Anche il presidente americano Barack Obama ha ricevuto il Dalai Lama, e lo ha fatto sfidando apertamente i capi cinesi, ma questo il capo dell’America se lo può permettere, anzi lo deve fare se guarda a come sarà il mondo tra vent’annie se vuol imporre un po’ di rispetto ai suoi princiali azionisti, visto che i cinesi sono i maggiori sottoscrittori del debito pubblico americano. Ma questi poveri eropei, che guardano alla Cina come la loro grande occasione di piazzare qualche turbina e qualche impiantuccio e fare ripartire le loro fabbriche, non possono scherzare col fuoco. Ecco perché il viaggio della Merkel, conclusosi trionfalmente per mega multinazionali come Siemens e Daimler, è stato anche un po’ una andata a Canossa, tra i sorrisi del primo ministro cinese Wen Jiabao, del presidente della Repubblica Hu Jintao e del suo vice Xi Jinping.

Sono state, a giudicare dalle foto diffuse dal sito del China Daily, giornate intense di visite e riunioni, anche con momenti di tensione nei colloqui con gli imprenditori e i capi azienda tedeschi e cinesi. Ma, come si dice, di grande soddisfazione.

Tutta questa tirata non ha lo scopo di dire quanto sono bravi i tedeschi e quanto è brava la Merkel, ma per dire che gli italiani, invece, sono lasciati a stessi, si arrangiano come possono e a volte possono fare errori clamorosi.

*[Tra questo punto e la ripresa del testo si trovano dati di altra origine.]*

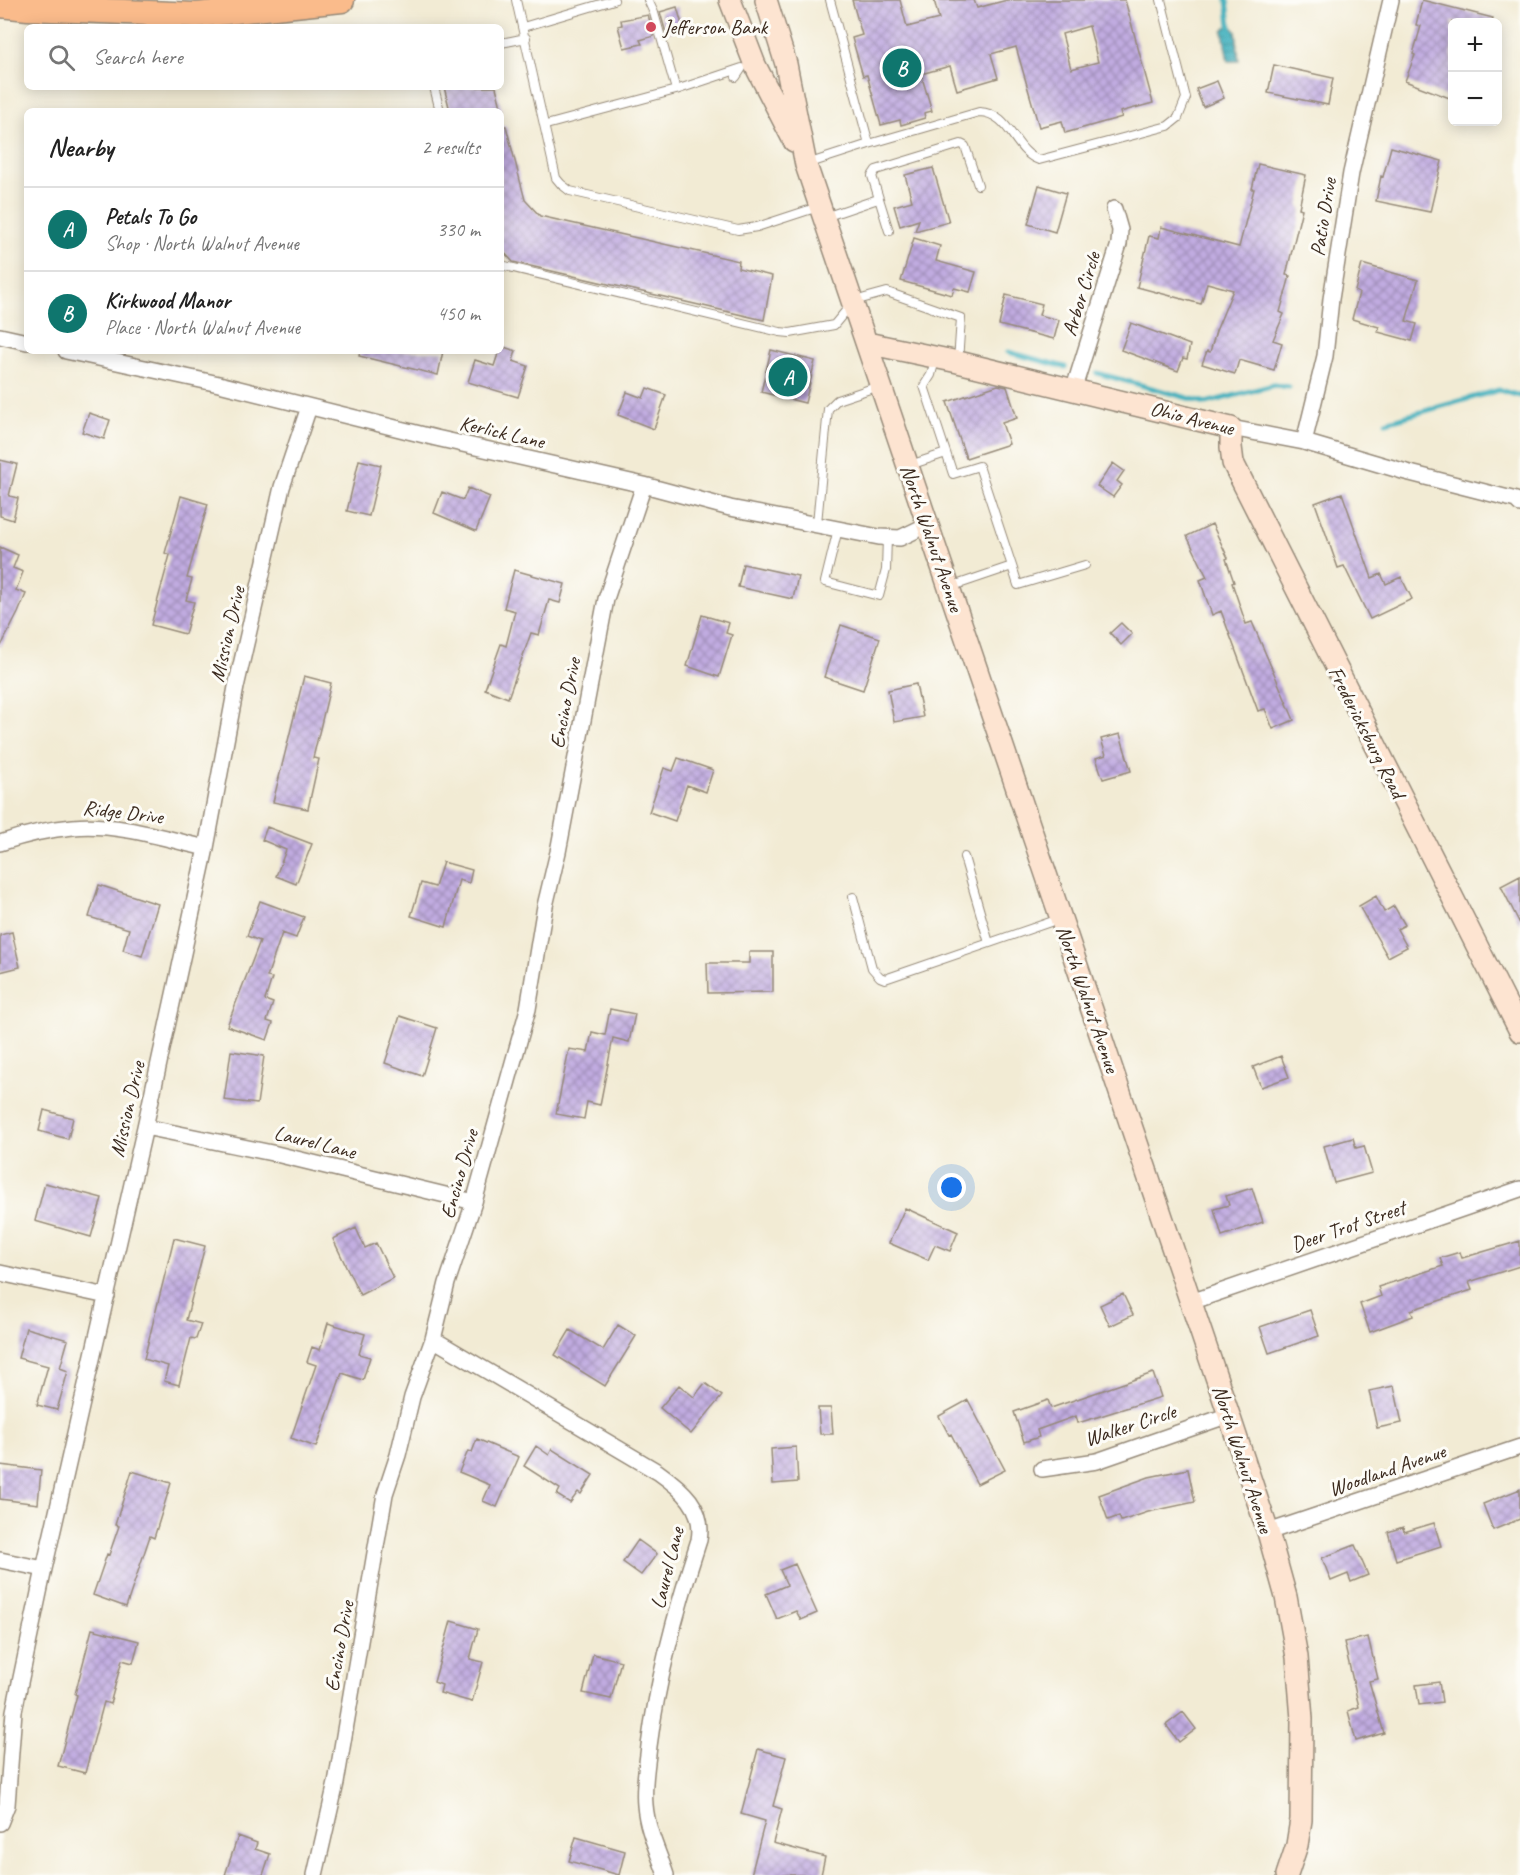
<!DOCTYPE html>
<meta charset="utf-8">
<style>
:root{--surface:#fff;--page:#f2f2f2;--text:#222;--muted:#767676;--line:#e0e0e0;--accent:#0f766e}
body{margin:0;font-family:Caveat,sans-serif;background:var(--page);color:var(--text)}
.controls{position:absolute;right:18px;top:18px;display:grid;overflow:hidden;border-radius:9px;box-shadow:0 3px 15px #0003}
.controls button{width:54px;height:54px;display:grid;place-items:center;padding:0;border:0;border-bottom:2px solid var(--line);background:var(--surface);color:var(--text);font:30px sans-serif}
.you{position:absolute;left:952px;top:1188px;width:21px;height:21px;margin:-15px;border:4px solid #fff;border-radius:50%;background:#1a73e8;box-shadow:0 0 0 9px #1a73e833}
.badge{display:grid;place-items:center;width:39px;height:39px;border-radius:50%;background:var(--accent);color:#fff;font-size:20px;font-weight:700}
.pin{position:absolute;translate:-50% -50%;border:3px solid #fff;box-shadow:0 2px 6px #0006}
.list{margin:0;padding:0;list-style:none}
h2{display:flex;justify-content:space-between;align-items:center;height:78px;margin:0;padding:0 24px;font-size:26px}
h2 small{font-size:20px;font-weight:400;color:var(--muted)}
.list li{display:grid;grid-template-columns:39px 1fr auto;gap:18px;align-items:center;box-sizing:border-box;height:84px;padding:0 24px;border-top:2px solid var(--line)}
.list b{display:block;font-size:22px;white-space:nowrap}
.list p{margin:0;font-size:20px;white-space:nowrap;color:var(--muted)}
.list em{font-size:20px;font-style:normal;color:var(--muted)}
.icon{flex:none;width:33px;height:33px;fill:none;stroke:currentColor;stroke-width:2;stroke-linecap:round;stroke-linejoin:round}
.map{position:relative;flex:none;width:1520px;height:1875px;overflow:hidden}
.search{position:absolute;background:var(--surface);box-shadow:0 3px 15px #0003;left:24px;top:24px;width:480px;height:66px;display:flex;align-items:center;gap:15px;box-sizing:border-box;padding:0 21px;border-radius:9px;color:var(--muted);font-size:22px}
.panel{position:absolute;background:var(--surface);box-shadow:0 3px 15px #0003;left:24px;top:108px;width:480px;height:246px;border-radius:9px}
.map>svg:first-child{display:block}
</style>
<div class="map">
<svg width="1520" height="1875" viewBox="0 0 1520 1875">
<defs>
<pattern id="water-rules" width="6" height="5" patternUnits="userSpaceOnUse" patternTransform="scale(1.5)"><rect width="6" height="5" fill="#42b1be"/><path d="M0 2.5h6" fill="none" stroke="#38909a"/></pattern>
<pattern id="building-cross-hatch" width="8" height="8" patternUnits="userSpaceOnUse" patternTransform="scale(1.5)"><rect width="8" height="8" fill="#c1ace1"/><path d="M0 0l8 8M0 8l8-8" fill="none" stroke="#9e8cb6"/></pattern>
</defs>
<rect width="100%" height="100%" fill="#fdfcf7"/>
<filter id="ink" filterUnits="userSpaceOnUse"><feTurbulence type="fractalNoise" baseFrequency=".0167" numOctaves="2"/><feDisplacementMap in="SourceGraphic" scale="12" xChannelSelector="R" yChannelSelector="G"/><feConvolveMatrix kernelMatrix="1 2 1 2 8 2 1 2 1" color-interpolation-filters="sRGB"/></filter>
<filter id="wash" filterUnits="userSpaceOnUse"><feTurbulence type="fractalNoise" baseFrequency=".008" numOctaves="4" result="noise"/><feDisplacementMap in="SourceGraphic" scale="24" xChannelSelector="R" yChannelSelector="G"/><feGaussianBlur stdDeviation="1.35" result="paint"/><feColorMatrix in="noise" values="0 0 0 0 0 0 0 0 0 0 0 0 0 0 0 0 0 1.4 0 .05"/><feComposite in="paint" operator="in"/></filter>
<g filter="url(#wash)">
<rect width="100%" height="100%" fill="#f2ebd4"/>
<path fill="url(#water-rules)" stroke="#3e6e6e" stroke-width="1.5" d="M1226,27h6l4,4 3,30h-11l-5,-30z"/>
<g fill="none" stroke-linecap="round" stroke-linejoin="round">
<path stroke="#42b1be" stroke-width="5" d="M1227,0l4,33
M1008,352l57,15
M1097,373l109,30 68,-18 15,2
M1386,422l113,-32 21,6"/>
</g>
<g id="blocks">
<path fill="url(#building-cross-hatch)" fill-rule="evenodd" d="M852,0h48l7,27 32,-8 -5,-19h40l3,8 30,-8h118l28,103 -33,9 2,5 -57,16 -3,-12 -23,6 -23,-80 -25,7 7,24 -41,12 -7,-24 -29,8 11,37 -8,2 1,5 -24,7 -1,-5 -19,5 -14,-50 -4,1 -11,-38 10,-3zM1089,26l9,36 -27,7 -9,-35z
M1422,0l71,18 -1,4h-40v77l-47,-18 10,-26 -2,-1 8,-28 -5,-1z
M677,7l6,21 -17,5 -6,-21z
M648,15l6,21 -14,4 2,4 -18,4 -6,-22 4,-1 -1,-5z
M1274,65l59,13 -5,27 -60,-12z
M1217,81l7,17 -21,9 -7,-18z
M444,87h52l6,24h-52z
M501,126h5l19,74 15,16 199,45 -1,7 34,8 -8,44 -251,-58 -12,-13z
M1391,147l51,14 -12,51 -54,-11 5,-25 2,1z
M1258,164l48,11 -7,33 3,1 -16,66 4,1 -10,36 4,2 -11,26 9,3 -8,27 -35,-10 -4,14 -33,-10 5,-13 3,1 6,-21 17,-41 -26,-7 -6,21 -64,-17 12,-51 10,2 2,-11 78,20 15,-58h-2z
M933,168l16,54 -34,9 4,-11 -19,6 -6,-20 18,-5 -7,-26z
M1039,185l27,8 -11,39 -27,-8z
M914,238l26,8 -4,15 40,11 -6,20 -16,-4 -2,7 -51,-14z
M1362,264l56,16 -12,41 11,3 -5,17 -34,-9 1,-5 -27,-8 7,-26 -4,-2z
M1006,295l36,9 -3,11 20,5 -5,19 -55,-14z
M1131,323l59,22 -3,14 -4,-1 -5,13 -57,-21z
M501,346l15,5 -3,10 15,5 -10,31 -50,-15 7,-22 19,6 5,-15h2z
M771,350l44,11 -10,42 -44,-11z
M360,351h83l-5,24 -79,-19z
M998,385l9,2 10,31 -15,5 7,21 -43,14 -19,-56z
M647,388l19,7 -12,34 -36,-14 9,-23 16,6z
M89,413l21,7 -6,19 -22,-7z
M0,460l17,4 -8,32 9,2 -5,22 -13,-4z
M359,460l22,5 -12,51 -22,-5z
M1113,463l11,8 -7,10 5,4 -9,12 -16,-11z
M468,488l22,9 -14,34 -42,-18 8,-21 21,8z
M1342,493l30,85 9,-4 5,10 15,-7 11,22 -42,20 -26,-53 -6,2 -23,-65z
M181,496l27,8 -21,74 5,1 -6,21 8,2 -9,32 -34,-9 19,-70 -5,-2z
M1212,524l16,34 -2,1 8,23 -2,1 14,41 6,-2 42,98 -21,9 -8,-20 -7,2 -37,-100 -9,4 -12,-35 7,-3 -20,-41z
M0,547l18,8 -5,13 10,4 -7,18 10,4 -8,19 -18,35z
M743,564l55,12 -5,23 -55,-12z
M514,570l51,14 -5,19 -11,-3 -10,35 -8,-2 -23,65 -23,-9 16,-45 5,2 9,-35 -11,-3z
M702,615l27,8 -3,10 6,2 -13,42 -32,-11z
M1121,623l11,11 -11,11 -11,-12z
M841,625l39,13 -17,52 -39,-13z
M304,676l27,7 -18,75 6,1 -11,50 -35,-7z
M916,684l7,33 -29,5 -6,-32z
M1120,734l11,37 -28,8 -7,-21 10,-3 -5,-16z
M678,758l35,12 -7,22 -19,-7 -12,36 -26,-9 15,-44 9,3z
M267,827l45,17 -16,40 -20,-8 10,-26 -24,-10z
M443,862l29,8 -3,13 -10,-3 -13,47 -35,-11 10,-33 14,4z
M1520,876v48l-19,-38z
M99,885l59,19 -16,52 -19,-6 6,-21 -40,-12z
M1376,896l8,16 10,-6 11,19 -8,4 10,18 -19,10 -29,-51z
M260,901l44,16 -8,21 -14,-5 -15,44 5,1 -7,22 8,3 -6,18 6,2 -6,17 -40,-14 33,-85 -13,-5z
M12,932l8,35 -20,5v-37z
M749,952h24v40l-65,1 -1,-30h42z
M610,1009l25,5 -6,28 -16,-4 -13,67 -13,-3 -3,17 -28,-5 13,-65 19,3 4,-20 13,3z
M400,1016l37,12 -15,48 -37,-13z
M231,1051l33,5 -7,48 -33,-4z
M1281,1056l8,21 -28,10 -8,-20z
M44,1110l29,8 -5,21 -29,-8z
M1353,1138l3,10 8,-2 8,27 -38,10 -10,-37z
M45,1183l57,15 -11,39 -56,-16z
M1252,1188l11,34 -41,14 -8,-27 15,-4 -3,-9z
M905,1208l53,24 -8,19 -15,-6 -7,15 -39,-17z
M356,1228l9,20 11,-5 17,35 -33,17 -27,-56z
M174,1238l31,8 -19,74 15,4 -5,15 -5,-1 -12,47 -15,-4 4,-15 -24,-7z
M1520,1241v25l-51,16 3,8 -61,20 2,6 -43,16 -10,-28 21,-8 -3,-9 65,-21 -3,-8 20,-6 2,6z
M1123,1294l10,21 -23,11 -10,-21z
M1310,1310l9,26 -50,17 -9,-26z
M328,1323l37,11 -6,20 11,3 -7,23 -21,-7 -26,74 -25,-9 25,-73 -9,-3 5,-15 8,3z
M618,1325l18,11 -31,50 -50,-31 15,-25 33,20z
M26,1328l42,12 -8,28 8,3 -11,39 -20,-5 11,-39 -30,-8z
M1153,1373l8,24 -83,26 -2,-7 -39,14 2,7 -15,5 -10,-30 34,-12 3,8z
M705,1383l17,13 -31,38 -31,-26 19,-23 15,12z
M1394,1386l8,37 -25,5 -8,-37z
M968,1400l37,70 -28,14 -26,-50 -2,1 -10,-19z
M818,1408h13l2,26h-13z
M477,1439l42,18 -22,50 -14,-6 7,-16 -31,-13 9,-21 4,1z
M536,1446l13,9 3,-6 41,26 -12,19 -3,-2 -8,11 -13,-8 3,-6 -36,-23z
M796,1447l2,35 -25,2 -2,-35z
M0,1465l41,5 -3,34 -38,-5z
M1188,1469l7,33 -47,10 -27,9 -2,-5 -11,4 -9,-25 50,-18z
M132,1471l39,12 -17,55 -4,-2 -24,71 -33,-12 14,-41 2,1 10,-29 -4,-1z
M1520,1489v30l-27,11 -10,-26z
M1434,1523l7,23 -45,14 -8,-28 15,-5 1,5z
M638,1540l19,14 -16,21 -18,-13z
M1355,1545l13,30 -17,7 -3,-8 -17,7 -9,-23z
M795,1564l22,49 -16,7 -5,-9 -19,8 -11,-25 21,-9 -7,-15z
M451,1621l27,8 -8,30 13,3 -11,40 -32,-9 2,-8 -8,-3z
M92,1629l47,12 -6,22 -11,-3 -12,44 -6,-2 -19,71 -27,-7 19,-71 -2,-1z
M1368,1637l10,42 -9,2 15,52 -28,8 -8,-30 11,-4 -15,-65z
M593,1654l28,7 -10,38 -28,-6z
M1439,1682l3,20 -23,3 -3,-20z
M1183,1712l13,17 -17,13 -13,-17z
M758,1749l28,8 -13,49 9,3 -9,34 52,14 -4,18h-70l14,-54 -24,-7z
M238,1836l19,7 -2,6 15,5 -7,21h-38z
M576,1837l49,14 -6,24 -50,-14z"/>
</g>
</g>
<g filter="url(#ink)">
<use href="#blocks" fill-opacity="0" stroke="#968a79" stroke-width="1.5"/>
<g fill="none" stroke-linecap="round" stroke-linejoin="round">
<defs>
<path id="lane" d="M516,0l40,178 5,6 9,7 168,39 19,-3 61,-20
M648,0l6,13 22,77
M830,0l39,144
M523,27l91,-27
M501,43l25,-5
M434,87l6,24
M546,125l130,-35 66,-22 -6,9
M807,164l62,-20 110,-32c32,1 34,39 60,48l129,-34 10,-8 8,-20 -25,-98
M825,217l53,-18
M889,231l-17,-55 4,-6 85,-26 4,2 13,39
M501,265l279,67 10,1 44,-8 20,-24 33,-9 74,26 -3,44
M935,360l-4,15 -7,11 29,88 26,-8 33,100
M910,465l36,-12
M817,523l11,-114 9,-9 42,-14
M838,529l-13,53 54,14 7,-26 1,-33
M950,587l62,-21 6,19 67,-20
M964,857l25,86
M853,897l19,71 8,9 5,2 174,-60"/>
<path id="street" d="M0,336l27,6
M66,351l153,33 217,54 208,47 86,23 149,29 21,1 27,-13
M1073,391l46,-147 1,-14 -6,-21
M1231,428l73,14 102,30 110,28 4,4
M1304,442l21,-86 6,-57 20,-126 40,-173
M0,843c24,-8 48,-14 73,-16 44,-4 90,11 133,21
M145,1127l127,26 202,49
M0,1273l107,23
M1191,1302l329,-113
M433,1339l225,133c24,17 47,36 41,68 -22,67 -41,136 -50,206 -2,19 -6,39 -4,59 2,25 13,46 21,70
M1042,1469l55,-8 132,-46
M1268,1532l252,-85
M0,1560l44,9
M0,1823l7,-18 7,-94 30,-142 101,-442 61,-279 30,-161 46,-200 27,-80
M315,1875l21,-92 49,-289 13,-39 14,-58 21,-58 14,-56 27,-81 54,-193 17,-103 13,-54 48,-253 38,-114"/>
<path id="secondary" d="M730,0l25,65 39,76
M766,0l20,64 20,101 423,1250 39,117 18,65 11,60 5,62 -1,101 -4,25 -10,30
M867,343l91,19 273,66v19l2,16 287,568"/>
<path id="primary" d="M0,5l28,3 169,7 145,-15"/>
</defs>
<use href="#lane" stroke="#968a79" stroke-width="10"/>
<use href="#street" stroke="#968a79" stroke-width="18"/>
<use href="#secondary" stroke="#968a79" stroke-width="24"/>
<use href="#primary" stroke="#968a79" stroke-width="27"/>
<use href="#lane" stroke="#fff" stroke-width="8"/>
<use href="#street" stroke="#fff" stroke-width="15"/>
<use href="#secondary" stroke="#fde4d1" stroke-width="21"/>
<use href="#primary" stroke="#fabb8b" stroke-width="24"/>
</g>
</g>
<circle fill="#d1495b" stroke="#fdfcf7" stroke-width="2" cx="651" cy="27" r="6"/>
<g text-anchor="middle" dominant-baseline="central" stroke-width="6" stroke-linejoin="round" paint-order="stroke">
<g font-size="21" fill="#3b2a1e" stroke="#fdfcf7" text-anchor="start">
<text x="663" y="27">Jefferson Bank</text>
</g>
<g font-size="21" fill="#3b2a1e" stroke="#fdfcf7">
<text transform="translate(1323 217) rotate(-81)">Patio Drive</text>
<text transform="translate(1081 294) rotate(-73)">Arbor Circle</text>
<text transform="translate(1192 418) rotate(14)">Ohio Avenue</text>
<text transform="translate(502 432) rotate(13)">Kerlick Lane</text>
<text transform="translate(932 538) rotate(71)">North Walnut Avenue</text>
<text transform="translate(227 634) rotate(-77)">Mission Drive</text>
<text transform="translate(565 703) rotate(-79)">Encino Drive</text>
<text transform="translate(1367 732) rotate(63)">Fredericksburg Road</text>
<text transform="translate(123 812) rotate(7)">Ridge Drive</text>
<text transform="translate(1088 999) rotate(71)">North Walnut Avenue</text>
<text transform="translate(127 1109) rotate(-77)">Mission Drive</text>
<text transform="translate(315 1142) rotate(14)">Laurel Lane</text>
<text transform="translate(459 1174) rotate(-74)">Encino Drive</text>
<text transform="translate(1348 1226) rotate(-19)">Deer Trot Street</text>
<text transform="translate(1130 1425) rotate(-18)">Walker Circle</text>
<text transform="translate(1243 1459) rotate(72)">North Walnut Avenue</text>
<text transform="translate(1387 1470) rotate(-19)">Woodland Avenue</text>
<text transform="translate(667 1568) rotate(-76)">Laurel Lane</text>
<text transform="translate(339 1646) rotate(-80)">Encino Drive</text>
</g>
</g>
</svg>
<div class="controls">
<button>+</button>
<button>−</button>
</div>
<div class="you"></div>
<div class="pin badge" style="left:788px;top:377px">A</div>
<div class="pin badge" style="left:902px;top:68px">B</div>
<div class="search"><svg class="icon" aria-label="search" viewBox="0 0 24 24"><circle cx="10" cy="10" r="6"/><path d="M15 15l6 6"/></svg>Search here</div>
<section class="panel">
<h2>Nearby<small>2 results</small></h2>
<ul class="list">
<li><span class="badge">A</span><div><b>Petals To Go</b><p>Shop · North Walnut Avenue</p></div><em>330 m</em></li>
<li><span class="badge">B</span><div><b>Kirkwood Manor</b><p>Place · North Walnut Avenue</p></div><em>450 m</em></li>
</ul>
</section>
</div>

Abbiamo visto che la Merkel è stata in Cina quattro volte in cinque anni. Berlusconi, invece, c’è stato una sola volta, nel 2008, per meno di 48 ore, col risultato che i Cinesi, che lo adoravano come imprenditore di straordinario successo, ora lo detestano al punto che quando un leader cinese è venuto in Italia c’è venuto il presidente Hu Jintao, in modo da essere ospite del presidente della Repubblica, Giorgio Napolitano, che peraltro in Cina non c’è mai stato, mentre il suo predecessore Carlo Azeglio Ciampi guidò una specie di gita scolastica di politici e imprenditori nel 2004 che brillava per l’assenza del primo ministro Berlusconi.

Non c’è da stupirsi se poi i toscani, guidati dal loro presidente Enrico Rossi , invece di andare a esportare qualcosa in Cina, fossero anche i vitigni del Chianti o il marmo di Carrara, hanno fatto il contrario di quel che han fatto i tedeschi e metteranno il timbro della azienda dei trasporrti pubblici di Grosseto, nota per la sua storia industriale meccanica, su degli autobus elettrici prodotti in Cina ma immatricolati europei grazie a questo cavallino di Troia toscano.

La vicenda sembra quasi un apologo, quelle storie che una volta ti raccontavano per indurti a restare sulla retta via. Questa è da raccontare per capire perché siamo il fanalino di coda del convoglio europeo. A meno di non confortarci con la Grecia.